**REQUIRED ACTION**: Among the entries below, find each line holding "body" and return it.

Collection entries

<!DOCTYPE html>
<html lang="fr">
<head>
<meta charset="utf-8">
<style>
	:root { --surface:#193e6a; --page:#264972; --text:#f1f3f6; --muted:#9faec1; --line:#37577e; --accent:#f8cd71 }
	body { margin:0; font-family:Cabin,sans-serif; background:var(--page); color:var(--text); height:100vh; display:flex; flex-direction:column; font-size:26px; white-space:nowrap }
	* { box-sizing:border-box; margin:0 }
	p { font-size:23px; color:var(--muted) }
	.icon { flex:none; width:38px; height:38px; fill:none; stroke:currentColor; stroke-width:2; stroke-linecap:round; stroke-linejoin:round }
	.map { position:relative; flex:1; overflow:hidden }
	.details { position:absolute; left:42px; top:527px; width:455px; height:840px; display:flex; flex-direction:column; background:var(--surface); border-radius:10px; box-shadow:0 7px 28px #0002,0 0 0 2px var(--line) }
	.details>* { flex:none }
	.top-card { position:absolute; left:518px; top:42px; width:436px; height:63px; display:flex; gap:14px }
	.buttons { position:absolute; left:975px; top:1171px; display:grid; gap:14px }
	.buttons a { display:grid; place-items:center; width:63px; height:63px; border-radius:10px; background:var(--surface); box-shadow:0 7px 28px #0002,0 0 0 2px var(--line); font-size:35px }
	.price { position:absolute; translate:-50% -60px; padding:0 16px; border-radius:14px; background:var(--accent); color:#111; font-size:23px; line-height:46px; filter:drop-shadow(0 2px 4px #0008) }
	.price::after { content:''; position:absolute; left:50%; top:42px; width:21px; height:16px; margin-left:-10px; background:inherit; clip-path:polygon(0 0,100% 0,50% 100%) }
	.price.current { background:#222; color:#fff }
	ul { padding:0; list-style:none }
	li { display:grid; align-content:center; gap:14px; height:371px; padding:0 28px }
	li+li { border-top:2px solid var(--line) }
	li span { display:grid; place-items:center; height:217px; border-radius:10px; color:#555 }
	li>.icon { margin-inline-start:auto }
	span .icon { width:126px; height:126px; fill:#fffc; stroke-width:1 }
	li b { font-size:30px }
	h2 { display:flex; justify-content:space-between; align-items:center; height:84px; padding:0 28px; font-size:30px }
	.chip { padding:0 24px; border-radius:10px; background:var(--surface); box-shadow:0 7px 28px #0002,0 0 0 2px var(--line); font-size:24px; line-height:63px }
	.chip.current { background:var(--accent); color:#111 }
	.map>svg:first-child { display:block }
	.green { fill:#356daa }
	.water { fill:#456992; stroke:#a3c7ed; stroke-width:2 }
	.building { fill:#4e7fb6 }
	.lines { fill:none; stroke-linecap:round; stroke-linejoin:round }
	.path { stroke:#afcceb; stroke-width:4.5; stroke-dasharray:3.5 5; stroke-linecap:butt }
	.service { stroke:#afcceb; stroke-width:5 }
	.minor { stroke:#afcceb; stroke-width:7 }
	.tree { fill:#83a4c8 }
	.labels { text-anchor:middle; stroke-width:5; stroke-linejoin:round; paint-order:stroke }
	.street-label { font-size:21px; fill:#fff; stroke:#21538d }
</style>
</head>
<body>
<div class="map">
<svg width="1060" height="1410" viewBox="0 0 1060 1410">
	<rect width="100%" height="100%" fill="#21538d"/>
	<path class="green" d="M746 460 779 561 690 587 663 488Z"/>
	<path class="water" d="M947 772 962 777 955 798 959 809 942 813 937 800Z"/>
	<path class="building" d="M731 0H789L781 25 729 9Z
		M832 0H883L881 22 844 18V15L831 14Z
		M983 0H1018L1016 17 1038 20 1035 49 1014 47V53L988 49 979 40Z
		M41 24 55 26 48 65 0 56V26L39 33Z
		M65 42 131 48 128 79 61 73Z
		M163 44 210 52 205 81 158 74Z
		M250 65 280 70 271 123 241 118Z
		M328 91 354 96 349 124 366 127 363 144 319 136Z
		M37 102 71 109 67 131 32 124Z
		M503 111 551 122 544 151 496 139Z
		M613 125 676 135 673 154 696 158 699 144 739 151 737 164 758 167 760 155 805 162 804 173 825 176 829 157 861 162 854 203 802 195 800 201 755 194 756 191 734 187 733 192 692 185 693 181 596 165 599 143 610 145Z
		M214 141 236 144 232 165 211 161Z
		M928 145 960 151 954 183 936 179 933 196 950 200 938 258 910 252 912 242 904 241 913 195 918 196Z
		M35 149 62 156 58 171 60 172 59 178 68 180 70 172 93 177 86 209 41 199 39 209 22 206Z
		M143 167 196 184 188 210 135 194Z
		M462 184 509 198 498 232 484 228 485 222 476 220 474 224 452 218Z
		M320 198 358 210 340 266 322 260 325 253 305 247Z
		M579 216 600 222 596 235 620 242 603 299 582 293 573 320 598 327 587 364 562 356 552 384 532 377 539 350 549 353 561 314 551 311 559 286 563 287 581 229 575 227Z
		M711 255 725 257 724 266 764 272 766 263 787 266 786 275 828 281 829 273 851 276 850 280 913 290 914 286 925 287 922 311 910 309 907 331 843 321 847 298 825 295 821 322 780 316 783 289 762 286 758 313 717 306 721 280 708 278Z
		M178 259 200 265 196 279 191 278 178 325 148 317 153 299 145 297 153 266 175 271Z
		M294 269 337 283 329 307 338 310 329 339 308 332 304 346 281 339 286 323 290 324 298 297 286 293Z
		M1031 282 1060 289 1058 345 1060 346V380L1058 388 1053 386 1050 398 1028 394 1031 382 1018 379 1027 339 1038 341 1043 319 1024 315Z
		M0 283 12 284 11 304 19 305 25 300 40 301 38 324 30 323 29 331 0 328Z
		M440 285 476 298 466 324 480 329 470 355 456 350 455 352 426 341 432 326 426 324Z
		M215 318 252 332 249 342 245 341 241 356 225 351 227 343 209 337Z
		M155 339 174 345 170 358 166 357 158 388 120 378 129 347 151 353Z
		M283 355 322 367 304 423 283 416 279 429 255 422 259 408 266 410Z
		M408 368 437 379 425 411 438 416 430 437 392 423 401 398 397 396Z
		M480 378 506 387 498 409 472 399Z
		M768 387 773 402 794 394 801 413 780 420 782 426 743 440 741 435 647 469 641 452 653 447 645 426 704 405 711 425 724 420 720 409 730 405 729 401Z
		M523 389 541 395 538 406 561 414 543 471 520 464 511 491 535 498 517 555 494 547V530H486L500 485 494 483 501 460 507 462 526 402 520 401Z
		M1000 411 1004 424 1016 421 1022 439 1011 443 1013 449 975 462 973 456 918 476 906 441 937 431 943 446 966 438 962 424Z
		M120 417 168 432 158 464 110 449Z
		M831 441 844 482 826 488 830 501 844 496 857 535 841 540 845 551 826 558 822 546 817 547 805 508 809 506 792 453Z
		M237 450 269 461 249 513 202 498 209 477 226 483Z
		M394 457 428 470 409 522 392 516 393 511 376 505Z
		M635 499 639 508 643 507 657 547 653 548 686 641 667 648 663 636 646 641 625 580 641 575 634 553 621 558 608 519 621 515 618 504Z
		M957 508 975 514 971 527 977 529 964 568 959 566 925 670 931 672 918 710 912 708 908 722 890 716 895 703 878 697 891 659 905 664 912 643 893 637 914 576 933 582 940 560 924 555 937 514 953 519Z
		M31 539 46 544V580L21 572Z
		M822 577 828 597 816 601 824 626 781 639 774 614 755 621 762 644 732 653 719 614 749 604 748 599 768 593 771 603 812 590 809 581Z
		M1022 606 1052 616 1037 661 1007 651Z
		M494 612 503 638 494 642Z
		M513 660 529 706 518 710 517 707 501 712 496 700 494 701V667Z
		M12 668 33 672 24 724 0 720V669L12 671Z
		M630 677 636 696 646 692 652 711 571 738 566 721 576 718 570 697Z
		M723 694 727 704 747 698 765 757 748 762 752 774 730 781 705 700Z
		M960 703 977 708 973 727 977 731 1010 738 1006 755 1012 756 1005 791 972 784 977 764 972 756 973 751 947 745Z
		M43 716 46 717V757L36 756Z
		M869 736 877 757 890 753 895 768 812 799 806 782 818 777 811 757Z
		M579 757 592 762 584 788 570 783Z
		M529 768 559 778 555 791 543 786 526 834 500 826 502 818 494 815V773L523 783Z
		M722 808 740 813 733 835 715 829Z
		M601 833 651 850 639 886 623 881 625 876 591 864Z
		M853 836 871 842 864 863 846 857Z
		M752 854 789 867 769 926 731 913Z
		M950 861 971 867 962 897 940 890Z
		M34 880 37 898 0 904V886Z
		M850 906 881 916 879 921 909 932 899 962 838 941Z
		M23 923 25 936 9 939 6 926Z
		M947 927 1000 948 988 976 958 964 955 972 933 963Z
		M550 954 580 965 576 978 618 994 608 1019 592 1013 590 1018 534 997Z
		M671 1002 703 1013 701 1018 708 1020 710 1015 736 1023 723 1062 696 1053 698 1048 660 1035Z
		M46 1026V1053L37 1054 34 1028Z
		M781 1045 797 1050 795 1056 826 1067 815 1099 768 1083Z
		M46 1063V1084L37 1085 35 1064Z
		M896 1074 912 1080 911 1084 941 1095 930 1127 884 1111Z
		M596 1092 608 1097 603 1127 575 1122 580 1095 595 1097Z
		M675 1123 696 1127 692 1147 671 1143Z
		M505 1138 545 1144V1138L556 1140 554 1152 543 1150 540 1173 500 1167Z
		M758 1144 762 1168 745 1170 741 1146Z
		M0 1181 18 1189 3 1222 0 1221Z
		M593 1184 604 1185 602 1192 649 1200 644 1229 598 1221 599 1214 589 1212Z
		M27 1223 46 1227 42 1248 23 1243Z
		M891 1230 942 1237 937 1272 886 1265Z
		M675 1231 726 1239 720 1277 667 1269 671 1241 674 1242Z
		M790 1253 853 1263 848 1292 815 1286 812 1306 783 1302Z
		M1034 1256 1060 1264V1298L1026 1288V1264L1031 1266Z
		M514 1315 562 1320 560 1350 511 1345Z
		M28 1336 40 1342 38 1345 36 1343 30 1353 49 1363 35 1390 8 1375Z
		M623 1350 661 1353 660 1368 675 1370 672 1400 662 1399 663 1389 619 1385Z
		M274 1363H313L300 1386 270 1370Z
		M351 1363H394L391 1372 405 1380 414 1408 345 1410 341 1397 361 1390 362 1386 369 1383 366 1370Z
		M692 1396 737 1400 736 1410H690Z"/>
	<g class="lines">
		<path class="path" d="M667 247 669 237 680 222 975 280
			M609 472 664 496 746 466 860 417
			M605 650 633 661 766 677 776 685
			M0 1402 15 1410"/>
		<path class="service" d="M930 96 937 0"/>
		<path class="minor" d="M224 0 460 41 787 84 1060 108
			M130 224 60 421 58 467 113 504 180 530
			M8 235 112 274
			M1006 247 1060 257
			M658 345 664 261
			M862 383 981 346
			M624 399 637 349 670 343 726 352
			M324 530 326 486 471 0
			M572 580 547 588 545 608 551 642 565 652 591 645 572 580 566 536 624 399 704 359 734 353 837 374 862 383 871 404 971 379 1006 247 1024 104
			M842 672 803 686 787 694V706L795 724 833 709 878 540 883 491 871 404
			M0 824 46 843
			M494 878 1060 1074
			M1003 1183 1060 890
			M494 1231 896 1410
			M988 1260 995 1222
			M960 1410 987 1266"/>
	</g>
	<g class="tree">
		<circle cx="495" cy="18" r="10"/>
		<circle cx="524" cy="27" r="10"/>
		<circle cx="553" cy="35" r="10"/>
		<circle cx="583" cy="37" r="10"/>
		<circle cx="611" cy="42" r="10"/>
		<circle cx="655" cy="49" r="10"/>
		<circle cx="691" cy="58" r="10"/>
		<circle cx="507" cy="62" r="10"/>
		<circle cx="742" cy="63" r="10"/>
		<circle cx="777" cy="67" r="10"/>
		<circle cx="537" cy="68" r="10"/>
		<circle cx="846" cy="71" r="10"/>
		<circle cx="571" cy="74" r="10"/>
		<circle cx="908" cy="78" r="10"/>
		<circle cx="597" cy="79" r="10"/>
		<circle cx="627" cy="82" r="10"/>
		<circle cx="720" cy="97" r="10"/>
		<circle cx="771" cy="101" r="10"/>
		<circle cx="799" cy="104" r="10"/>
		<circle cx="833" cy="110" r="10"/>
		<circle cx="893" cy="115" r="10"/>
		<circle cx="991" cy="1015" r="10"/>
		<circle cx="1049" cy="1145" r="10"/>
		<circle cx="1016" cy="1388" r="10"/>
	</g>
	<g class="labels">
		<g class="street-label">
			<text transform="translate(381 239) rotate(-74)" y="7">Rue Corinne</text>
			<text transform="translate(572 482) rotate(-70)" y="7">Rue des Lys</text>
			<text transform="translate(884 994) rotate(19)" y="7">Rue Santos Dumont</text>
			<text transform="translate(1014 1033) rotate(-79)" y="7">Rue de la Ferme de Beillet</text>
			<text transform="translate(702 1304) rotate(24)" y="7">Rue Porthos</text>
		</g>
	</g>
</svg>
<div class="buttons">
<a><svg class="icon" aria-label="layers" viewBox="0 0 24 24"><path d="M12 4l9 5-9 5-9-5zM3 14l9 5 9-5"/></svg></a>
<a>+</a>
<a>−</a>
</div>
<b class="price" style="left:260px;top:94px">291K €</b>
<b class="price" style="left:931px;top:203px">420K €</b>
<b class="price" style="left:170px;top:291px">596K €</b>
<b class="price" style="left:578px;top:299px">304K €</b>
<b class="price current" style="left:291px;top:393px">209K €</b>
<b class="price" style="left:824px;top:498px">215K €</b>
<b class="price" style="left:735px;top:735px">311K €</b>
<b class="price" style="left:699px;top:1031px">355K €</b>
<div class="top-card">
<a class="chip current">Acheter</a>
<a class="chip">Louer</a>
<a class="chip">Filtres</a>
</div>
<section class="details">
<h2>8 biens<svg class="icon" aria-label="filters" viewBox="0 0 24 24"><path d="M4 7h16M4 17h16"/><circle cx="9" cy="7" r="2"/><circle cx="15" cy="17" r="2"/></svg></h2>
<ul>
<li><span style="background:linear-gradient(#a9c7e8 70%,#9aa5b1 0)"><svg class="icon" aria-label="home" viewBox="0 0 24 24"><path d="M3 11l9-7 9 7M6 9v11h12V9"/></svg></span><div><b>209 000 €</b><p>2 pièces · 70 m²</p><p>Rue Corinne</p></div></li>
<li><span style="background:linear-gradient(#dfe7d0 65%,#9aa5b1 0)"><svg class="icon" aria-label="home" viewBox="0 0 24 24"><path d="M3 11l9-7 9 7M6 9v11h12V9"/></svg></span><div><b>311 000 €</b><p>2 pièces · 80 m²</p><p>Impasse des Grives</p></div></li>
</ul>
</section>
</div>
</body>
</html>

**RESULT OF THE TASK**:
	body { margin:0; font-family:Cabin,sans-serif; background:var(--page); color:var(--text); height:100vh; display:flex; flex-direction:column; font-size:26px; white-space:nowrap }
<body>
</body>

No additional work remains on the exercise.